At 312 bits, this is close to the longest message we can encode.


In [29]:
import os
user_dir = os.path.expanduser('~')
with open(user_dir +'/noisebridge_steg_1/secret_message.txt', mode='w', encoding='utf-8', errors='strict') as f:
    f.write(encoded_text)

In [30]:
print(encoded_text)


    C⁠ONF⁠I⁠D⁠EN⁠TI⁠A⁠L⁠: IN⁠T⁠ERN⁠AL ONLY
    G⁠O⁠OG⁠LER⁠S O⁠N⁠L⁠Y (FU⁠L⁠L TI⁠ME AND PA⁠R⁠T TIM⁠E​ EM⁠P⁠LO⁠Y⁠E⁠E⁠S)

    I⁠’m​ pleased to​ share​ some​ very, very​ good news​ with​ Googlers​ worldwide‏‎. But first let me​ say, on behalf of everyone on​ the​ management​ team, that we believe​ we​ have​ the best​ employees in​ the​ world‏‎. Period‏‎. T⁠he brightest, most capable​ group of this size ever assembled. I⁠t’s​ why I⁠’m excited to​ come to​ work​ every​ day—and I’m​ sure​ you feel the​ same way. We want to make​ sure​ that you feel rewarded​ for​ your hard​ work, and​ we want​ to​ continue​ to​ attract the​ best​ people to​ G⁠oogle‏‎.

    S⁠o that​ is​ why we’ve​ decided...to​ give all of you a​ 10% raise, effective January onest.
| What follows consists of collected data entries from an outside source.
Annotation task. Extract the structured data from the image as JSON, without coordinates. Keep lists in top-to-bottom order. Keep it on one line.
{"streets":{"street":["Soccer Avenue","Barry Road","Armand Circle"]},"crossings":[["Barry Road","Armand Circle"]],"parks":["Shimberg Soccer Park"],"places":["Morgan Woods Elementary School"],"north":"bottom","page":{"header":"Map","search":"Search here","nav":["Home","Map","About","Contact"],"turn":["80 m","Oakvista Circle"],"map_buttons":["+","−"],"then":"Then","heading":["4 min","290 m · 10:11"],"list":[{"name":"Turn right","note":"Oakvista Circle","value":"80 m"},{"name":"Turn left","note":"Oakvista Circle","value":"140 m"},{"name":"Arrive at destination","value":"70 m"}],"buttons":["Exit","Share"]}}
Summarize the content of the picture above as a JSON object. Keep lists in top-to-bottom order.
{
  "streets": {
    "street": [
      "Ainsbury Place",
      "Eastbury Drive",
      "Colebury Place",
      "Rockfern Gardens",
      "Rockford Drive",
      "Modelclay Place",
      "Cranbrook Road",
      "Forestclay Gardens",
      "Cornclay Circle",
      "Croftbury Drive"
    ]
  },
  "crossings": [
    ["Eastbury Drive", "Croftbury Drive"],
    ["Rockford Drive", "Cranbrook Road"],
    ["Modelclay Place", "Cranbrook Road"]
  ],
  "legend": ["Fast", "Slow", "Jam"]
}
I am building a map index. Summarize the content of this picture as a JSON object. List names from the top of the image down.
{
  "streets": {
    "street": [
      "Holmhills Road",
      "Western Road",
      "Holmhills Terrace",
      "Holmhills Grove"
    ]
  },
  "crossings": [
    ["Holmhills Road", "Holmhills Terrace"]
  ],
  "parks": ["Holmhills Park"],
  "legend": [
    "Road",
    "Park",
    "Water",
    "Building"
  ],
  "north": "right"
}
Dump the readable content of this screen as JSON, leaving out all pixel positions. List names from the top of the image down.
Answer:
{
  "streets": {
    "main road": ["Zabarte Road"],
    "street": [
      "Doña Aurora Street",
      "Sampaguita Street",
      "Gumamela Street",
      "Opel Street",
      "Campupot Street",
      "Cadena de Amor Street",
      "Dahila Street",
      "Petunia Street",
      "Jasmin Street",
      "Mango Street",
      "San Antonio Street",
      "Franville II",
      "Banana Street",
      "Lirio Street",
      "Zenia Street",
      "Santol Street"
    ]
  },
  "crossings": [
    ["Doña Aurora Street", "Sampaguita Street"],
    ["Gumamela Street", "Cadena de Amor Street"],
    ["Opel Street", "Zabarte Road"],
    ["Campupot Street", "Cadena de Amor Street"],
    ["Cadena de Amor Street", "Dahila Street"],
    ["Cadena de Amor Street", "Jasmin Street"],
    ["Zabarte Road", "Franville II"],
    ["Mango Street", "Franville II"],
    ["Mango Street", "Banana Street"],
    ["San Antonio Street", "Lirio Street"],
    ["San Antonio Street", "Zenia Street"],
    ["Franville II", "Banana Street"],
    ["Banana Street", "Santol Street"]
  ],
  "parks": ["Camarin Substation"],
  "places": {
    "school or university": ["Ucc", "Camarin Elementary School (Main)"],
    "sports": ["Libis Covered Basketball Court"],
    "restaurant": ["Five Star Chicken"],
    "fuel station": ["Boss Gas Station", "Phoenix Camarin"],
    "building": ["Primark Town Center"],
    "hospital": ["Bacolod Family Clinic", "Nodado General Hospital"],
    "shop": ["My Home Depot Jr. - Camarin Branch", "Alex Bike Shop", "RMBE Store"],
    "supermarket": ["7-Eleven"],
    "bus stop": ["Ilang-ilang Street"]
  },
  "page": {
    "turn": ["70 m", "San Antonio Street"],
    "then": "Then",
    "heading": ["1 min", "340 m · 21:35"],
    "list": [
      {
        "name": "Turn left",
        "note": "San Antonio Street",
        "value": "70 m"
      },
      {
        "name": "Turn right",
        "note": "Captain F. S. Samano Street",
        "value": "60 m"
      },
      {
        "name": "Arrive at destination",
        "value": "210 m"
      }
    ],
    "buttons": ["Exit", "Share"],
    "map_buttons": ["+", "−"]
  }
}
T⁠his​ salary​ increase is global​ and​ across​ the board—everyone​ gets a​ raise, no​ matter​ their level, to​ recognize​ the contribution that​ each and every one of you makes​ to​ Google‏‎.

    There’s more‏‎. We’ve​ heard​ from​ your feedback 

Exercise: Can you detect whether the text has been tampered with?

Try:
* the default text editor (text edit in macOS)
* Sublime Text
* Atom
* \*nix tools (`less`, `cat`, `diff`, etc.)
* vim/vi
* emacs
* etc.

Exercise: Look at the file `nothing_to_see_here.txt`. Decode the hidden message.

Exercise: I have sent you a document that is fingerprinted with an id number. You want to release the document to the world, but if I know it's you I'll never invite you to our weekly board game night again! Alter the message to evade this attack, so I'll never know it was you who shared my secrets!